Part II: Continuing The Build
We had a person ask us, "What's 'old school' about building a Jeep with just about every part being new or high-tech?"
If this person had read the first installment a little more carefully, we named this project as we did because we're building it in a neighbor's garage as we used to in the old days, and we're keeping the leaf springs under the axle, just like the old days. This person also commented that our neighbor had all the tools and equipment of a high-end fabrication shop. Wow! Did you know that you too can have a high-end fabrication shop if you own a torch, a small MIG welder, and a set of tools? We're glad, though, that people are reading and making comments, whether positive or negative.
Our '91 Jeep YJ Wrangler sat idle for a time while we resolved some transmission issues. We told you in our first installment that we planned on mating a GM 4L60E automatic behind the Hemi, via an Advance Adapters adapter. Our prototype adapter needed some modification, so we had to go in another direction in order to get our project finished in a timely manner. That direction was trading our Advance Adapters 4L60E for an Advance Adapters 727 TorqueFlite automatic. According to everything we had heard, the 727 would bolt right up to the Hemi with no adapter necessary. In fact, the sales brochure for the stand-alone MPI 5.7 Hemi says you can bolt it right in to your older Challenger, Road Runner, etc., that had a small-block A-pattern block in them. Yes, the bolt patterns match. No, it's not that easy.

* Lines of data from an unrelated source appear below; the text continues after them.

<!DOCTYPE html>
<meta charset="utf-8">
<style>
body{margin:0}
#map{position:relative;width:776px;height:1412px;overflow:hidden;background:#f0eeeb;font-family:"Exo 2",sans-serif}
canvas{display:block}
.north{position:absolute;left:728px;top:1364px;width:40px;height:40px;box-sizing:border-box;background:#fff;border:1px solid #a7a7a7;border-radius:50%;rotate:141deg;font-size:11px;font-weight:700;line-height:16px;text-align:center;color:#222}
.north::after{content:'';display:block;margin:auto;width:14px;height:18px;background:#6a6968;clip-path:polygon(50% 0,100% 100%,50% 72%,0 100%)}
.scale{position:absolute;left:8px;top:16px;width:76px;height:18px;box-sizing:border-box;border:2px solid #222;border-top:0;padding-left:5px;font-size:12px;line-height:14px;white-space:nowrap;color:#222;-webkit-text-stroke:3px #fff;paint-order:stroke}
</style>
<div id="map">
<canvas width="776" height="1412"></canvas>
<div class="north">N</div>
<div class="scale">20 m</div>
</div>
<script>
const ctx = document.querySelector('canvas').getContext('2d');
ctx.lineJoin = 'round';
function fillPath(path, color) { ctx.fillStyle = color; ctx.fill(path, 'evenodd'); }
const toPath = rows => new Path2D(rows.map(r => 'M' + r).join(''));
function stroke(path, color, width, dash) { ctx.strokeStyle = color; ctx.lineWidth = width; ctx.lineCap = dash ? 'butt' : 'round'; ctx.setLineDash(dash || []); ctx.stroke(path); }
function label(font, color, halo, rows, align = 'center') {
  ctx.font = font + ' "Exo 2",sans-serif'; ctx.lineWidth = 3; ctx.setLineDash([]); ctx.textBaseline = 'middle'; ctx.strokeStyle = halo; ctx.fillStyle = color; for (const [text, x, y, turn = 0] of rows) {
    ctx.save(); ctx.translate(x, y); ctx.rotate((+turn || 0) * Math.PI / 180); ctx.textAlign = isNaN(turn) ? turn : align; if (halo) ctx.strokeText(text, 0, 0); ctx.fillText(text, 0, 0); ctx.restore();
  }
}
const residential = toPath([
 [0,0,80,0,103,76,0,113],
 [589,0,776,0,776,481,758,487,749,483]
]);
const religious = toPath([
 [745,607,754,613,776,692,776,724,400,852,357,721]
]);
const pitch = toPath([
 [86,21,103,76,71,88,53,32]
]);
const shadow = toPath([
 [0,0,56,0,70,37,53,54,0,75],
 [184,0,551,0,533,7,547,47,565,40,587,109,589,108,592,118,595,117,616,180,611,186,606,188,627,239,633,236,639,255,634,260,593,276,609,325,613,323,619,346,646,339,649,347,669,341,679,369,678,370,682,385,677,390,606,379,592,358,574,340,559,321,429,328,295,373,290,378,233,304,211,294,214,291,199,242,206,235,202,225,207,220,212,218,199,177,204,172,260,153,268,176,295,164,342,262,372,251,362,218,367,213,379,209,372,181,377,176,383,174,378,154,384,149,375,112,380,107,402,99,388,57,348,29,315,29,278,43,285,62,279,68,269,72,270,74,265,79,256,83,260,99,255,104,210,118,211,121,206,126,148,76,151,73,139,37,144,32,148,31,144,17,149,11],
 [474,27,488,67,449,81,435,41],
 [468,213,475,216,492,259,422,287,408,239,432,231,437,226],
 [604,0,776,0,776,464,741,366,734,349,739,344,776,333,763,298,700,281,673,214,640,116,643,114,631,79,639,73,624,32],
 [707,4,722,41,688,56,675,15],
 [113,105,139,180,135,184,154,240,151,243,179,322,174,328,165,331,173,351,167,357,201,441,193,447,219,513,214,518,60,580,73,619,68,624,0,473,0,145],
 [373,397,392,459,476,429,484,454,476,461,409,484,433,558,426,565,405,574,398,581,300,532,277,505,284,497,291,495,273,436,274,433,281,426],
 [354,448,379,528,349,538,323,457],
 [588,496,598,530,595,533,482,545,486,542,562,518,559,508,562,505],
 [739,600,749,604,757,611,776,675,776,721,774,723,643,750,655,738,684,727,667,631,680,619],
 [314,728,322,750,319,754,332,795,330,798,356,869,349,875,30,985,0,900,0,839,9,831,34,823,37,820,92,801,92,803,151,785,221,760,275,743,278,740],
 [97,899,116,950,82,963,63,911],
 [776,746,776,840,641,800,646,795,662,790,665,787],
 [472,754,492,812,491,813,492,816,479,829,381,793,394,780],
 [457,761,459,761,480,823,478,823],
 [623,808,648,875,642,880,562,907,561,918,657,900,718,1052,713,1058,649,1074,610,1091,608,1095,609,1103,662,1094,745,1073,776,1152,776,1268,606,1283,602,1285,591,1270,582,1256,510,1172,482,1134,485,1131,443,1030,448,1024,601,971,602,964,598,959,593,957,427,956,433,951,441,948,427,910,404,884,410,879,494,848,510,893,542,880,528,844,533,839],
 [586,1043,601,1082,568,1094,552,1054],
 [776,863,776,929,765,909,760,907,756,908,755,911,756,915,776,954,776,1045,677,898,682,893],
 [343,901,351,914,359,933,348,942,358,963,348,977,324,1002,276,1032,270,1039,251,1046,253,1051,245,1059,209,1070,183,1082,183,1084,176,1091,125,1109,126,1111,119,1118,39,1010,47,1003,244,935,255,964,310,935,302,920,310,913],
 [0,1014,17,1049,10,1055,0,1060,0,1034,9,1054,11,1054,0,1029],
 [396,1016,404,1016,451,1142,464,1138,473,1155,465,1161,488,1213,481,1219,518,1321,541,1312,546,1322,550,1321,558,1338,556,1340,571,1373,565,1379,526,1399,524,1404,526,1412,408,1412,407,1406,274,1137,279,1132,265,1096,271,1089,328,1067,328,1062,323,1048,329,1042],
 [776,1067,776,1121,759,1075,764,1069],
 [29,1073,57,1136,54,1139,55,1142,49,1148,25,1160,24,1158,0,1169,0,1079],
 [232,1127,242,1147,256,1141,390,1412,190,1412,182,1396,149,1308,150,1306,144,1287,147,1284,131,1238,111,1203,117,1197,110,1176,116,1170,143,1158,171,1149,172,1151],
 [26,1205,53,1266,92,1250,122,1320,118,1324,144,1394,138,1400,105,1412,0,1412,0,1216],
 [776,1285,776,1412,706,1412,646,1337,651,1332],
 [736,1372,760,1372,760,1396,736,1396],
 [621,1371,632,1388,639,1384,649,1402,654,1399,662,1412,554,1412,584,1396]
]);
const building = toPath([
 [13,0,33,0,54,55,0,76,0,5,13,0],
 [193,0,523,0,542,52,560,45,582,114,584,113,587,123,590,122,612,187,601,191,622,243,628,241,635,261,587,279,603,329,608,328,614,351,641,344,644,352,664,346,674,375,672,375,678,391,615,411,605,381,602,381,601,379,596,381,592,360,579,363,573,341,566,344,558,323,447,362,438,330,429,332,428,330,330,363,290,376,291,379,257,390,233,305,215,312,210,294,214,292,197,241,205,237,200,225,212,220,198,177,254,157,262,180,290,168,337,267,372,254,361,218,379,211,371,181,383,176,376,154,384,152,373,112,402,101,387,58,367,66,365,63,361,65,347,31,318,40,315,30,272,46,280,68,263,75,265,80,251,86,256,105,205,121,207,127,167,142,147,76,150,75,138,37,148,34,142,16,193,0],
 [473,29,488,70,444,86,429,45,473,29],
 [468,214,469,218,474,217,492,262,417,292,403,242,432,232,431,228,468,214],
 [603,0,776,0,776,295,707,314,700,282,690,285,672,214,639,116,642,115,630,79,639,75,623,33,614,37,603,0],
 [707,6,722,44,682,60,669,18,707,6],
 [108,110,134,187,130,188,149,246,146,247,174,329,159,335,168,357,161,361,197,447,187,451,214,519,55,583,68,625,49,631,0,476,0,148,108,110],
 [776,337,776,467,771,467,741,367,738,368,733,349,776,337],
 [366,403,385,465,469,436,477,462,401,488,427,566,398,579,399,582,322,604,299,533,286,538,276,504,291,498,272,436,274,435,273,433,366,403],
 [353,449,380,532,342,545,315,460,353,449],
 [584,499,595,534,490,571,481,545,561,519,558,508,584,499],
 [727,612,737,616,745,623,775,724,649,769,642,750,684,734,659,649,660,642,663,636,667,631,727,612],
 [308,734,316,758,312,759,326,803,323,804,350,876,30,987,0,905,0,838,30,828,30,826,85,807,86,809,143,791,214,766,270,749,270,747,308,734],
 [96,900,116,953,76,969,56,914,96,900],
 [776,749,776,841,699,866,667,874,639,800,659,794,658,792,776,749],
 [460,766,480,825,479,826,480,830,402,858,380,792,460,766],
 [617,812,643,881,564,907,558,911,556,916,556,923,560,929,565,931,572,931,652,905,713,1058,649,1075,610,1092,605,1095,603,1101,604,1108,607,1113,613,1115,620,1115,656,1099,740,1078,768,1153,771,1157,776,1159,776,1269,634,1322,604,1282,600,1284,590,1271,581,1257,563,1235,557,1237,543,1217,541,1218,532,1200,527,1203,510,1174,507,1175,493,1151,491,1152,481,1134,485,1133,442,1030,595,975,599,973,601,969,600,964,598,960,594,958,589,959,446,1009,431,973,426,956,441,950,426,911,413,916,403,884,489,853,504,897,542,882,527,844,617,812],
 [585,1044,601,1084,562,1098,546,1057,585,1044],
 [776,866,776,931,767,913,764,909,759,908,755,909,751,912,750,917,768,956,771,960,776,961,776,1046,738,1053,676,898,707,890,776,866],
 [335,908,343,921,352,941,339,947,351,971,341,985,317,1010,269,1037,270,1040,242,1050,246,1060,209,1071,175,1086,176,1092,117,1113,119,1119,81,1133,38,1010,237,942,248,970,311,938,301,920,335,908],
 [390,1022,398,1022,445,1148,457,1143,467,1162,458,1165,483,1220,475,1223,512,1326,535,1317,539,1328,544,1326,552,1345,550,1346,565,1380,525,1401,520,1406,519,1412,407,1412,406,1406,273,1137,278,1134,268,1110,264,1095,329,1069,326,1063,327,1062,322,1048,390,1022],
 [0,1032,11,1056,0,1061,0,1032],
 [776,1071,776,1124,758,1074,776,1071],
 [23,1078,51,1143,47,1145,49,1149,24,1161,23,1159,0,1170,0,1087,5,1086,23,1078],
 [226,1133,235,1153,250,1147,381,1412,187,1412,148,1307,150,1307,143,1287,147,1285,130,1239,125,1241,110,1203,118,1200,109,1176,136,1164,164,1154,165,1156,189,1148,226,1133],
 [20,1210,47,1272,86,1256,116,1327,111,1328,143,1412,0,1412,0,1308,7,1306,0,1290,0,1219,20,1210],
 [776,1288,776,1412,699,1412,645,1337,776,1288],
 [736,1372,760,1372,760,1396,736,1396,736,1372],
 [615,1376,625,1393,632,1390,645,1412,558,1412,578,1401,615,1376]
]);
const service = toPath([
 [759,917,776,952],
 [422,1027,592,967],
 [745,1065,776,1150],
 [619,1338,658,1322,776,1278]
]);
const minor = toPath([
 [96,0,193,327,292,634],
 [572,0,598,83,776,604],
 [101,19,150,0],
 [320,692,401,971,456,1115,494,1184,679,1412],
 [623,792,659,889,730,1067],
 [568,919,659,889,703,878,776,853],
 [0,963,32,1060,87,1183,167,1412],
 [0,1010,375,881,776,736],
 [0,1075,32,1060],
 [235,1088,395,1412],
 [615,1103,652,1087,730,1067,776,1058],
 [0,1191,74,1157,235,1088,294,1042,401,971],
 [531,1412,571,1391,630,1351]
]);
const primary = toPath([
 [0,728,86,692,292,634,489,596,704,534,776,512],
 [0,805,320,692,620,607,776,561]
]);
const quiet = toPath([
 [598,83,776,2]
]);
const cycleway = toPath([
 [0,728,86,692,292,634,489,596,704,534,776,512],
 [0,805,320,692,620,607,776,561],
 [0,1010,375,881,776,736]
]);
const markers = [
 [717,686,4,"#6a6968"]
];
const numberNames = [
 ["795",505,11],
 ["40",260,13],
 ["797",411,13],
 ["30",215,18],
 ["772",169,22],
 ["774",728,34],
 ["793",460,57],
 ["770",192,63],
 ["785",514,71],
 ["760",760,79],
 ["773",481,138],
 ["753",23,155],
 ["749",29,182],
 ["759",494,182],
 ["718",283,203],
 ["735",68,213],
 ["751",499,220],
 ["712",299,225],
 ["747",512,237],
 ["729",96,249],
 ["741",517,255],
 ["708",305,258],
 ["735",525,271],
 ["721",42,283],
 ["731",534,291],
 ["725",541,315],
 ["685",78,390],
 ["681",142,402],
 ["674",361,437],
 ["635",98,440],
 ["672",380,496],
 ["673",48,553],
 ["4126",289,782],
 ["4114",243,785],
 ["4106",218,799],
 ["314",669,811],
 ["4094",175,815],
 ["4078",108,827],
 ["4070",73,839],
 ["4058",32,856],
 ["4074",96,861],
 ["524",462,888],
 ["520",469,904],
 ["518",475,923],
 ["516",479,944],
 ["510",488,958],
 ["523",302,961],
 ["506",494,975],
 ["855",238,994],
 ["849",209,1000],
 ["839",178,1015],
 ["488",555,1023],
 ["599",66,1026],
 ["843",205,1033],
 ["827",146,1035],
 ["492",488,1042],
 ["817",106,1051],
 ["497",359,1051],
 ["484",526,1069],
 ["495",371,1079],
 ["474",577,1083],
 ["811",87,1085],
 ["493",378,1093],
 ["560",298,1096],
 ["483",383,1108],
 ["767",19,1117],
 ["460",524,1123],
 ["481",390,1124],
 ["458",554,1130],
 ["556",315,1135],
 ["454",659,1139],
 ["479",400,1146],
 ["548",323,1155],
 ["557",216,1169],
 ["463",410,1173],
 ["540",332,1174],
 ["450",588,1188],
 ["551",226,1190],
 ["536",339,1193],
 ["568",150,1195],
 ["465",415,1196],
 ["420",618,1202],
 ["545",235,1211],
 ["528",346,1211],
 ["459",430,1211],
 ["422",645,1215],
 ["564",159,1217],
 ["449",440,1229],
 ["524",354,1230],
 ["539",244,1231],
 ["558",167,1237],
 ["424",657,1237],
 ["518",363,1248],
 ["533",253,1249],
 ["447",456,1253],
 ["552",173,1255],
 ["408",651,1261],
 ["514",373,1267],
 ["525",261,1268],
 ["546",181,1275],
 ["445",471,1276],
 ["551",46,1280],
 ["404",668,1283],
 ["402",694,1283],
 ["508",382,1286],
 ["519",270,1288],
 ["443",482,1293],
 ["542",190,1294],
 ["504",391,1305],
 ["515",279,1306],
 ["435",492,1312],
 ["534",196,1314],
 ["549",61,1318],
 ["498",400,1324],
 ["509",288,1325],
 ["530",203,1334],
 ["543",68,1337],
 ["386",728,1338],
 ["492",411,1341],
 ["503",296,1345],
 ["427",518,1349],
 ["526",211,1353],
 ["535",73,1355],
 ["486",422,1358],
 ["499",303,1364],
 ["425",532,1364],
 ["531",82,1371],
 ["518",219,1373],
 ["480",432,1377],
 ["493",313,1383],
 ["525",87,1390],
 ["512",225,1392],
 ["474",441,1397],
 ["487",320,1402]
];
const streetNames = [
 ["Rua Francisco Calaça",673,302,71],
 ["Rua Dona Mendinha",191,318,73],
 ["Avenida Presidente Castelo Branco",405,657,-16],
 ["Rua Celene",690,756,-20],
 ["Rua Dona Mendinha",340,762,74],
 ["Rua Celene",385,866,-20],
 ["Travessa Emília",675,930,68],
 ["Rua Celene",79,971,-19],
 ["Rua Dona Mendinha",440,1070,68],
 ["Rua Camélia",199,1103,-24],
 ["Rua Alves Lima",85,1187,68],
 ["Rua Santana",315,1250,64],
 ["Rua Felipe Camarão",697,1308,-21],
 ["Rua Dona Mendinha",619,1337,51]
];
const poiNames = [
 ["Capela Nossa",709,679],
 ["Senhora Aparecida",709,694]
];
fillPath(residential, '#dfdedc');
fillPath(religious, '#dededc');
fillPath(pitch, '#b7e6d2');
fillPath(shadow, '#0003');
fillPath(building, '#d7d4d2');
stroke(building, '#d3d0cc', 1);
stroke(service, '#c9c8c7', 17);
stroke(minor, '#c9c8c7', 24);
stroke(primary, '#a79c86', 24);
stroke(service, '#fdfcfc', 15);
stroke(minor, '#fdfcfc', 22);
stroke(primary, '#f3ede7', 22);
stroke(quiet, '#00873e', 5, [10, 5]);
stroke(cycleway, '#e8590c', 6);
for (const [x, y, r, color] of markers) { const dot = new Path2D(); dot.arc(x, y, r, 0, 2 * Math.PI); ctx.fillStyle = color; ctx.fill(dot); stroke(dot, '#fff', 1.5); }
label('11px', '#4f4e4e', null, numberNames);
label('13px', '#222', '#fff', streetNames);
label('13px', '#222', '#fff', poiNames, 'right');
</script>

Most of the older Mopar engines were externally balanced. The new Hemi is internally balanced, so it requires a zero- or neutral-balance torque converter and flexplate. Also, the older torque converters had an asymmetrical bolt pattern, so they won't bolt up to the Hemi's symmetrical, 90-degree-bolt-pattern flexplate. No problem, just use an older Mopar flexplate. You know the one, it looks like a cross. Oops, the small-block flexplate fits a six-bolt pattern on the crank and the Hemi is an eight-bolt pattern. Still no problem, right? The old Mopar big-block Hemi and 440 Six-Pack had an eight-bolt pattern and we can use one of those flexplates. Nope, wrong again. The new Hemi's eight-bolt pattern doesn't match the old pattern. Mopar says in its instructions to use the flexplate and converter from a new Ram pickup. Right. The new Ram converter has a computer-controlled lockup. The whole reason to use the stand-alone Hemi is to install it in older vehicles that aren't computer-controlled. The new Hemi has no transmission programming in its small brain, and our old Jeep (or Challenger, Road Runner, etc.) has no computer to control the transmission and torque converter.